Stored items
__________________________________________________
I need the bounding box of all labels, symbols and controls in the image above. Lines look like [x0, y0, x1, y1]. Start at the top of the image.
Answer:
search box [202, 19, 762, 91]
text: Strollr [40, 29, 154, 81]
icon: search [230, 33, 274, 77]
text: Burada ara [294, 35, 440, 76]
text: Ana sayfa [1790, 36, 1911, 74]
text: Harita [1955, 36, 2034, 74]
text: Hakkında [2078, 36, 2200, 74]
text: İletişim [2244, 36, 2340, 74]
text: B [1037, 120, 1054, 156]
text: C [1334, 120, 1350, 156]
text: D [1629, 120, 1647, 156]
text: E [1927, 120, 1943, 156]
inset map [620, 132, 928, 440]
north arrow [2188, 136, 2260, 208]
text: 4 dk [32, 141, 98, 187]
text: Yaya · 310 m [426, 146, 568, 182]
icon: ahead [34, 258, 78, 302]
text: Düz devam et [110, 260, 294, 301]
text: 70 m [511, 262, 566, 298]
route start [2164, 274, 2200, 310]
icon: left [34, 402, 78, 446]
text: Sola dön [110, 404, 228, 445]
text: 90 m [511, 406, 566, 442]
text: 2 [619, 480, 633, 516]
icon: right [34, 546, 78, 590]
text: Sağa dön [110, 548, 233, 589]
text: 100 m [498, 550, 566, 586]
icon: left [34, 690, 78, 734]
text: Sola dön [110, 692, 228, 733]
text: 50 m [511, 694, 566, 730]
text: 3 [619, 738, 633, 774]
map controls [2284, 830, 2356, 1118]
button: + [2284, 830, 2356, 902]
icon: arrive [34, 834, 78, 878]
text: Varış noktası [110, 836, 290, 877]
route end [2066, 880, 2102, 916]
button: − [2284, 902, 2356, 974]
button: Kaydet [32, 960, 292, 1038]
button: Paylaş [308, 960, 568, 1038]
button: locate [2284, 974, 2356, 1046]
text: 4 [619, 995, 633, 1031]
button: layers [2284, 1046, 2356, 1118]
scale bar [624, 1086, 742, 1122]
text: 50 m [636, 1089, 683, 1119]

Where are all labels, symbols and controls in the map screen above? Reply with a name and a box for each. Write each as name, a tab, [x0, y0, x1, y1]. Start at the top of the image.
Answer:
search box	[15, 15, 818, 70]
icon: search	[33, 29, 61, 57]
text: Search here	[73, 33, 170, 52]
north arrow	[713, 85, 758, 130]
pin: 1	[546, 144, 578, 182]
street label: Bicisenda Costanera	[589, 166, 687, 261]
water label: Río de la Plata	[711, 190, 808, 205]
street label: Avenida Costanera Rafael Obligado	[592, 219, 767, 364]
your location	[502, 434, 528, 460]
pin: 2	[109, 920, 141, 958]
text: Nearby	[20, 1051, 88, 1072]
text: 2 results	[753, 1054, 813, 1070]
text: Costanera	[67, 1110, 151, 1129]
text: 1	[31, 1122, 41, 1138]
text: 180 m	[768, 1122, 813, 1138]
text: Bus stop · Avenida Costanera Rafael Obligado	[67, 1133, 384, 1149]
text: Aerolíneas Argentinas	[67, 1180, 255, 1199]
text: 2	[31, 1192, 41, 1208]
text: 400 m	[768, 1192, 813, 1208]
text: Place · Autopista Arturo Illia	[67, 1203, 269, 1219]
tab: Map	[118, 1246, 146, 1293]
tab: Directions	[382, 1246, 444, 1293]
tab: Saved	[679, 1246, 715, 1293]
__________________________________________________
PROBLEM DESCRIPTION:
Line by line, copy the records exactly.

REPLY:
I need the bounding box of all labels, symbols and controls in the image above. Lines look like [x0, y0, x1, y1]. Start at the top of the image.
Answer:
search box [202, 19, 762, 91]
text: Strollr [40, 29, 154, 81]
icon: search [230, 33, 274, 77]
text: Burada ara [294, 35, 440, 76]
text: Ana sayfa [1790, 36, 1911, 74]
text: Harita [1955, 36, 2034, 74]
text: Hakkında [2078, 36, 2200, 74]
text: İletişim [2244, 36, 2340, 74]
text: B [1037, 120, 1054, 156]
text: C [1334, 120, 1350, 156]
text: D [1629, 120, 1647, 156]
text: E [1927, 120, 1943, 156]
inset map [620, 132, 928, 440]
north arrow [2188, 136, 2260, 208]
text: 4 dk [32, 141, 98, 187]
text: Yaya · 310 m [426, 146, 568, 182]
icon: ahead [34, 258, 78, 302]
text: Düz devam et [110, 260, 294, 301]
text: 70 m [511, 262, 566, 298]
route start [2164, 274, 2200, 310]
icon: left [34, 402, 78, 446]
text: Sola dön [110, 404, 228, 445]
text: 90 m [511, 406, 566, 442]
text: 2 [619, 480, 633, 516]
icon: right [34, 546, 78, 590]
text: Sağa dön [110, 548, 233, 589]
text: 100 m [498, 550, 566, 586]
icon: left [34, 690, 78, 734]
text: Sola dön [110, 692, 228, 733]
text: 50 m [511, 694, 566, 730]
text: 3 [619, 738, 633, 774]
map controls [2284, 830, 2356, 1118]
button: + [2284, 830, 2356, 902]
icon: arrive [34, 834, 78, 878]
text: Varış noktası [110, 836, 290, 877]
route end [2066, 880, 2102, 916]
button: − [2284, 902, 2356, 974]
button: Kaydet [32, 960, 292, 1038]
button: Paylaş [308, 960, 568, 1038]
button: locate [2284, 974, 2356, 1046]
text: 4 [619, 995, 633, 1031]
button: layers [2284, 1046, 2356, 1118]
scale bar [624, 1086, 742, 1122]
text: 50 m [636, 1089, 683, 1119]

Where are all labels, symbols and controls in the map screen above? Reply with a name and a box for each. Write each as name, a tab, [x0, y0, x1, y1]. Start at the top of the image.
Answer:
search box	[15, 15, 818, 70]
icon: search	[33, 29, 61, 57]
text: Search here	[73, 33, 170, 52]
north arrow	[713, 85, 758, 130]
pin: 1	[546, 144, 578, 182]
street label: Bicisenda Costanera	[589, 166, 687, 261]
water label: Río de la Plata	[711, 190, 808, 205]
street label: Avenida Costanera Rafael Obligado	[592, 219, 767, 364]
your location	[502, 434, 528, 460]
pin: 2	[109, 920, 141, 958]
text: Nearby	[20, 1051, 88, 1072]
text: 2 results	[753, 1054, 813, 1070]
text: Costanera	[67, 1110, 151, 1129]
text: 1	[31, 1122, 41, 1138]
text: 180 m	[768, 1122, 813, 1138]
text: Bus stop · Avenida Costanera Rafael Obligado	[67, 1133, 384, 1149]
text: Aerolíneas Argentinas	[67, 1180, 255, 1199]
text: 2	[31, 1192, 41, 1208]
text: 400 m	[768, 1192, 813, 1208]
text: Place · Autopista Arturo Illia	[67, 1203, 269, 1219]
tab: Map	[118, 1246, 146, 1293]
tab: Directions	[382, 1246, 444, 1293]
tab: Saved	[679, 1246, 715, 1293]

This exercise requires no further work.